Vanessa Kachadurian ethics, ethics and more ethics?


this is always the question with lawyers.
Supreme Court of California tells lawyers to limit their evidentiary objections in summary judgment practice
If an evidentiary objection has merit, but isn't critical to the motion at hand, should an ethical lawyer decline to raise the objection, out of a duty to the court, the opponent, and the system?

In the course of rendering its much-awaited decision in the Google age discrimination case (Reid v. Google), the Supreme Court of California wrestled with the fact that the trial court hadn't ruled on evidentiary objections. Trial courts are quite busy and in the course of summary judgment motions are flooded with countless objections to evidence. So the trial courts often finesse the objections.
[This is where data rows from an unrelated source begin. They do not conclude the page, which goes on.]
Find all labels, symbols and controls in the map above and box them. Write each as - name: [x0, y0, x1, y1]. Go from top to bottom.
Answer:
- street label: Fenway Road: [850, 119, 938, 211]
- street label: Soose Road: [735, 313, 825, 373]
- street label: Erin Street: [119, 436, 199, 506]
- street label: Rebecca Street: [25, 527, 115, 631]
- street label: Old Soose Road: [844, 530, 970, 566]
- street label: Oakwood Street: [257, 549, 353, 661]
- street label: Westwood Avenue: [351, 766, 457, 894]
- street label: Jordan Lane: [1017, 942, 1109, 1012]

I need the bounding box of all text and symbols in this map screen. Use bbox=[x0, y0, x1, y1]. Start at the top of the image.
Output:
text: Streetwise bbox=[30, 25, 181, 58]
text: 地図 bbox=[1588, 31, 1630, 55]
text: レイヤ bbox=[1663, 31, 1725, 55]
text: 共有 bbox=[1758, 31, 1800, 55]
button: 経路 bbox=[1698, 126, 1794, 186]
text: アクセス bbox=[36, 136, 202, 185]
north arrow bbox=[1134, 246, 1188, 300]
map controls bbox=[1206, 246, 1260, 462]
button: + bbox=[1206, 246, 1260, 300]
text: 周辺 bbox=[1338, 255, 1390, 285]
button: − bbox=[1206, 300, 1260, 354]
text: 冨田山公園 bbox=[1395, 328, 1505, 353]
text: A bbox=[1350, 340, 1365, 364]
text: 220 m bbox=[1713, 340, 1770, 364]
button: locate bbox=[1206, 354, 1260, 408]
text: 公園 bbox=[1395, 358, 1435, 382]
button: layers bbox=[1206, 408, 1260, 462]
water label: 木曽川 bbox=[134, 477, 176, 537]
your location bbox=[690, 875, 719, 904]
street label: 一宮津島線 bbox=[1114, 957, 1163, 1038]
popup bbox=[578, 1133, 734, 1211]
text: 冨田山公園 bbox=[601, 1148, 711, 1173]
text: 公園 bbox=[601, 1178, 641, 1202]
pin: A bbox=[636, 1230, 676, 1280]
The Supreme Court declared that courts will be ruling on those objections, so the court also warned lawyers (emphasis added):


We recognize that it has become common practice for litigants to flood the trial courts with inconsequential written evidentiary objections, without focusing on those that are critical. Trial courts are often faced with “innumerable objections commonly thrown up by the parties as part of the all-out artillery exchange that summary judgment has become.” (Mamou v. Trendwest Resorts, Inc. (2008) 165 Cal.App.4th 686, 711-712.) Indeed, the Biljac procedure itself was designed to ease the extreme burden on trial courts when all “too often” “litigants file blunderbuss objections to virtually every item of evidence submitted.” [cites omitted] To counter that disturbing trend, we encourage parties to raise only meritorious objections to items of evidence that are legitimately in dispute and pertinent to the disposition of the summary judgment motion. In other words, litigants should focus on the objections that really count. Otherwise, they may face informal reprimands or formal sanctions for engaging in abusive practices. At the very least, at the summary judgment hearing, the parties — with the trial court’s encouragement — should specify the evidentiary objections they consider important, so that the court can focus its rulings on evidentiary matters that are critical in resolving the summary judgment motion.